Ada, Ada Lovelace, eine historische Figur, lässt Martina Clavadetscher nicht mehr los. Sie hat bereits 2019 ein Theaterstück namens Frau Ada denkt Unerhörtes geschrieben. Irgendwann war ihr klar, dass Ada auch im neuen Roman eine zentrale Rolle spielen soll. Ihren Protagonistinnen ist als Frauen vieles vergönnt und sie widersetzen sich der Männerwelt. Deshalb verwundert es wenig, dass Manfred Papst fragt: Haben sie einen feministischen Roman geschrieben? Auch Clavadetscher hat diese Frage erwartet und lacht. Trotzdem beantwortet sie die Frage nur zögerlich mit einem Ja. Es sollte doch eigentlich normal sein, dass ein Roman von drei starken Frauen handelt. Wieso muss dann gleich ein Etikett aufgeklebt werden? Wie Recht sie doch hat!

Die Erfindung des Ungehorsams wird als Roman katalogisiert, dies ist jedoch ein weiter und offener Begriff, wie Manfred Papst anmerkt. Und dies zeigt sich im Text, erinnert er doch teilweise an ein Drama oder an Lyrik. Martina Clavadetscher gibt zu, dass sie oft in eine hybride Form hineinfällt. Wahrscheinlich komme dies daher, dass sie ihre ersten Fassungen mit der Hand schreibe und dabei einen schnellen und engen Schreibstil habe. Wenn sie zu tippen beginne, geschehe etwas Lyrisches. Die Form nutze sie aber auch, um den Inhalt zu bearbeiten. Sie kann beispielsweise den Lesefluss der Leser*in beeinflussen oder Bilder verstärken.

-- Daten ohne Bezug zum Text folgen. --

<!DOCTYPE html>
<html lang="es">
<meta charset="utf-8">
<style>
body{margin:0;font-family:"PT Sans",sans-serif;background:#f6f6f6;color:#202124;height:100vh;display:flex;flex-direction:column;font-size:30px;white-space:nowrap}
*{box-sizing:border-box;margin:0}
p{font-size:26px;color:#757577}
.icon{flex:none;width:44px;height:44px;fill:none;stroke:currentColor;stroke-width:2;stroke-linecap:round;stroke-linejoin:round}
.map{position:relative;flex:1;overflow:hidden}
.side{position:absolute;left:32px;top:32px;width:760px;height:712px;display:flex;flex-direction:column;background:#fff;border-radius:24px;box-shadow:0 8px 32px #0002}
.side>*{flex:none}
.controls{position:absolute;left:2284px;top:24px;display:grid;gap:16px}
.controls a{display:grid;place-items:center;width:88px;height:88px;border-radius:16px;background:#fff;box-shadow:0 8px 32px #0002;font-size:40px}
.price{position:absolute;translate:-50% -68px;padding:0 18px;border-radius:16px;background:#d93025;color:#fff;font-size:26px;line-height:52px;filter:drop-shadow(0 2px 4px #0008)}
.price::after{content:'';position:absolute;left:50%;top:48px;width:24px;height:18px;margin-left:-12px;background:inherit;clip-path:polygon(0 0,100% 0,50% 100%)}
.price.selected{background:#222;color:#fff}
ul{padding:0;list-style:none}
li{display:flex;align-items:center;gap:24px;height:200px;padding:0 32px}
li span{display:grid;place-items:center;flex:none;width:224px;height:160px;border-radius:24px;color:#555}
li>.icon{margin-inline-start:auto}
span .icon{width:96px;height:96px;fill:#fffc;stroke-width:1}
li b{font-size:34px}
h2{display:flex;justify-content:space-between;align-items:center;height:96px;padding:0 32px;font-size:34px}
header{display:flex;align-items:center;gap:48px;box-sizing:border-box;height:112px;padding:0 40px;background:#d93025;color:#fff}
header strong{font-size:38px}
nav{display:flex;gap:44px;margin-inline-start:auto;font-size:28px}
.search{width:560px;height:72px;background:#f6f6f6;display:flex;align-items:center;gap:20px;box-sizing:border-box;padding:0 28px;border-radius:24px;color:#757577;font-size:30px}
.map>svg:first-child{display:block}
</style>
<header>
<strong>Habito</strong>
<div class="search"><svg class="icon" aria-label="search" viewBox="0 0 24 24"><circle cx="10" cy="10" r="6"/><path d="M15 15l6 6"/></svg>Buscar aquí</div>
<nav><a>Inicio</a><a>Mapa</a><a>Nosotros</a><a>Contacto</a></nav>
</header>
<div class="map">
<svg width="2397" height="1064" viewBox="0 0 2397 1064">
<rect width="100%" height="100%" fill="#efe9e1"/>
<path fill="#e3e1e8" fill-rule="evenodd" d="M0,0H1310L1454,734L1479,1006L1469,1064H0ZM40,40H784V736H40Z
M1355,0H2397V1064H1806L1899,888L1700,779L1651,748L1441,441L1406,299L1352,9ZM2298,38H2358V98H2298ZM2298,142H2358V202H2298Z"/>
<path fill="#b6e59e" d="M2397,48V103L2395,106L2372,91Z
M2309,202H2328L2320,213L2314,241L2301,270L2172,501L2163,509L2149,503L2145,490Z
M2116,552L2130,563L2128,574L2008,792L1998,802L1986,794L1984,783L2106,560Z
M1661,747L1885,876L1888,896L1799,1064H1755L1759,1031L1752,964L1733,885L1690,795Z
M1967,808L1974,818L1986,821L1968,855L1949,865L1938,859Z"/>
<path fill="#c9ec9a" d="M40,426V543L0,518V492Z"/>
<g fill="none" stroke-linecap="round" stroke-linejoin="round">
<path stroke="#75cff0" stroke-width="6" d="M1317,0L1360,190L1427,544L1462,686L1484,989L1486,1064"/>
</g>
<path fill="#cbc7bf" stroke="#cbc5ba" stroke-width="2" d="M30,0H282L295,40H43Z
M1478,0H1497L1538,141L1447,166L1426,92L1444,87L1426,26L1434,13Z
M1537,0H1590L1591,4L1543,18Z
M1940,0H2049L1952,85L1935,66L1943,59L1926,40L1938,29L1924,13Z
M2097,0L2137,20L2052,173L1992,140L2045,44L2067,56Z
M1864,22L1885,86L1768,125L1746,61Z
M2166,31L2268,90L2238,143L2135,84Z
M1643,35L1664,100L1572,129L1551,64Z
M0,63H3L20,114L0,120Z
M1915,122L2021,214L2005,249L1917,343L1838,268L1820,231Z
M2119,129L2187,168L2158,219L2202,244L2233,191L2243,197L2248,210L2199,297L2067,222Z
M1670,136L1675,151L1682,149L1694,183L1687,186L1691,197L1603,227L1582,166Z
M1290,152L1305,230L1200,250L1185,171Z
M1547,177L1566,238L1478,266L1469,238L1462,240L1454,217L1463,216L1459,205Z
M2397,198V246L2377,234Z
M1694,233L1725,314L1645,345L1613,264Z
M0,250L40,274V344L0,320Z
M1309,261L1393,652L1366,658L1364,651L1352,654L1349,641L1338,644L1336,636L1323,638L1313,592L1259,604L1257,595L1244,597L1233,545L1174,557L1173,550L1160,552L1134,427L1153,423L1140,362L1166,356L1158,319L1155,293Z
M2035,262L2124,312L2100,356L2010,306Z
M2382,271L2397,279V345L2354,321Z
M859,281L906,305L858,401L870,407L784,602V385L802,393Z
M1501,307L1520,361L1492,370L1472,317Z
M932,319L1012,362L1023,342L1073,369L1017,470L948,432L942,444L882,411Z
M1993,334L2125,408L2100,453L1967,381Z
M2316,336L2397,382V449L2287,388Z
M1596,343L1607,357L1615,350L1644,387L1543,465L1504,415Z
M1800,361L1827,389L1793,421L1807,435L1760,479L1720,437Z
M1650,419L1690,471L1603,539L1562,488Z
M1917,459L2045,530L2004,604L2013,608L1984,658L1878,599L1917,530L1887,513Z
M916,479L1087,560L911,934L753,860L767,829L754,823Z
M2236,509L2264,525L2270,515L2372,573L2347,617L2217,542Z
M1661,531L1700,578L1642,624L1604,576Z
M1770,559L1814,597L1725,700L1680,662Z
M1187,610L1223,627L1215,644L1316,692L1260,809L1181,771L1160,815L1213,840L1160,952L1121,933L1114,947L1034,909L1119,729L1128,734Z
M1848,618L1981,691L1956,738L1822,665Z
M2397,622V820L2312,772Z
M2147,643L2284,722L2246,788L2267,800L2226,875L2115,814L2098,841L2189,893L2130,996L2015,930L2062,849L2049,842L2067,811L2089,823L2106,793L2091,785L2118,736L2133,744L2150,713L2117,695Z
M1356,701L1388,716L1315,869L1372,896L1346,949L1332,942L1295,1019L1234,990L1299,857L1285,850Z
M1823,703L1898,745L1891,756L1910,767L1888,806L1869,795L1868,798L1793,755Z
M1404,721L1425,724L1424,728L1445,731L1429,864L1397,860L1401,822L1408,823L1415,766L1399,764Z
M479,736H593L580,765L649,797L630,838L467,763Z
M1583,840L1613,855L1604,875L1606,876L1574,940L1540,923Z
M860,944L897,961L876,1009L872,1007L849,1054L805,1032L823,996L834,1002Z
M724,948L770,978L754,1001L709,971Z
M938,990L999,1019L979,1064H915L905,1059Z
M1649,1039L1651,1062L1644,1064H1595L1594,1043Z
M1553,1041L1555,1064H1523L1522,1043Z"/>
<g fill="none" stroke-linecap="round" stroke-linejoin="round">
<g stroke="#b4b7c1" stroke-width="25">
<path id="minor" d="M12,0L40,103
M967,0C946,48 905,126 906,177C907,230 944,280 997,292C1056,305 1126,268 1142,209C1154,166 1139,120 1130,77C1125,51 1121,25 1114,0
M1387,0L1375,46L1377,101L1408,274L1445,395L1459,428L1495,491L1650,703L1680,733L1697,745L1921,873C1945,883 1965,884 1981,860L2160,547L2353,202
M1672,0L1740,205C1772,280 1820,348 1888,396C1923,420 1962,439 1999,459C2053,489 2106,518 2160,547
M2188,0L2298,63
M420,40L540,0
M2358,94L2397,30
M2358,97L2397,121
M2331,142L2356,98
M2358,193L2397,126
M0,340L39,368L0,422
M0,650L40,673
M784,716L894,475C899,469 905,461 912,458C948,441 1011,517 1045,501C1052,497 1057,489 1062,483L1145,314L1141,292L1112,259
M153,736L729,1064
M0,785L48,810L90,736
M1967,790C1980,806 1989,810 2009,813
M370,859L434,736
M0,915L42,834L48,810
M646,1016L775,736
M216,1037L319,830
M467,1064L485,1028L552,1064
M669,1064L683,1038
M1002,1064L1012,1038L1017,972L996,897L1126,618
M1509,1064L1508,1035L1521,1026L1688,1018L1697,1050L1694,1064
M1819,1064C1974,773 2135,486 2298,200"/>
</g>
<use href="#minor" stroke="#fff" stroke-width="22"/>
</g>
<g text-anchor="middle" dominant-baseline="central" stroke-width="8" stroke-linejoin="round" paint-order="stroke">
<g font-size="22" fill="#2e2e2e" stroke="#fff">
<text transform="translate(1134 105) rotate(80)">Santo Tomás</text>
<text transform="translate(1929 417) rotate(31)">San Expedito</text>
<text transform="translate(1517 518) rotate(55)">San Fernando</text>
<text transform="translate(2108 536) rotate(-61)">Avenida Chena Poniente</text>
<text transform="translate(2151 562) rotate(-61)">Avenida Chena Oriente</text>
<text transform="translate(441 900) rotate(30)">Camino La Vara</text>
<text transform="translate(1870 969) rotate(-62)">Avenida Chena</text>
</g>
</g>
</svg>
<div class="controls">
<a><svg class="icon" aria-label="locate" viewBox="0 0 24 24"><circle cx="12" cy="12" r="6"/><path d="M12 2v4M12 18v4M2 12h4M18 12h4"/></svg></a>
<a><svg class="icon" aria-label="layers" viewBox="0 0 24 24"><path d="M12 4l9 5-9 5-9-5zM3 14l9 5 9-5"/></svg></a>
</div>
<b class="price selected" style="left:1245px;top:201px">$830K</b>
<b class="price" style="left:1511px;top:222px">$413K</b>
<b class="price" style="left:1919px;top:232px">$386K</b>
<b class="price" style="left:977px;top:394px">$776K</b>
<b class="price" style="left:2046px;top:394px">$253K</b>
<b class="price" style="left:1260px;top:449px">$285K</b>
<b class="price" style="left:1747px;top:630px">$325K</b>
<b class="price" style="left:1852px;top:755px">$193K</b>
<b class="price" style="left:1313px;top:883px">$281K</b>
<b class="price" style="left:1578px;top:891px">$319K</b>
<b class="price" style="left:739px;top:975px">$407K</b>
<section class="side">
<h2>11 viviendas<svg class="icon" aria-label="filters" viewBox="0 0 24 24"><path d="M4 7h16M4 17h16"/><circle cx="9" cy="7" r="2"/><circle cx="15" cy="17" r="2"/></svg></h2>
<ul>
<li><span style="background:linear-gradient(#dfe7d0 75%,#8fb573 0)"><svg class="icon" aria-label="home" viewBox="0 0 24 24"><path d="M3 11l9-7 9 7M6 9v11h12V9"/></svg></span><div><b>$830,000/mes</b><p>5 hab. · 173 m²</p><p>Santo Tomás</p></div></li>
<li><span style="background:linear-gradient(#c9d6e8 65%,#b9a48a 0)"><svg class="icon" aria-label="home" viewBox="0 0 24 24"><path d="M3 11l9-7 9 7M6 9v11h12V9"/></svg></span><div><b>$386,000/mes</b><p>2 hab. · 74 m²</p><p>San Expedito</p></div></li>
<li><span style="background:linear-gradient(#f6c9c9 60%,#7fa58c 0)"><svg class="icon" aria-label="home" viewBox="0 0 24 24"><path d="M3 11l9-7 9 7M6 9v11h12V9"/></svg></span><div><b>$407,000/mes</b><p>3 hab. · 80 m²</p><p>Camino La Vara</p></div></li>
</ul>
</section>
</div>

Nicht nur die hybride Form fällt auf, sondern auch der Stellenwert des Erzählens. Im Roman wird mit jeder Erzählung eine weitere Tür aufgetreten, ein neuer Raum aufgestossen, eine neue Welt aufgeploppt. Alle Figuren wollen wissen, woher sie kommen. Nach Clavadetscher ist unsere Vergangenheit ein Mosaik aus Erzählungen. Kleine Dinge machen mein Ich im Hier und Jetzt aus. Doch Erinnerungen können sich verändern, sie sind fluid und bleiben nicht stehen.

Um ganz frei mit den Worten von Manfred Papst zu enden: Wir hoffen, du erzählst uns weiter deine Geschichten.
Geschichten von starken Frauen, von Utopien, von Ada Lovelace.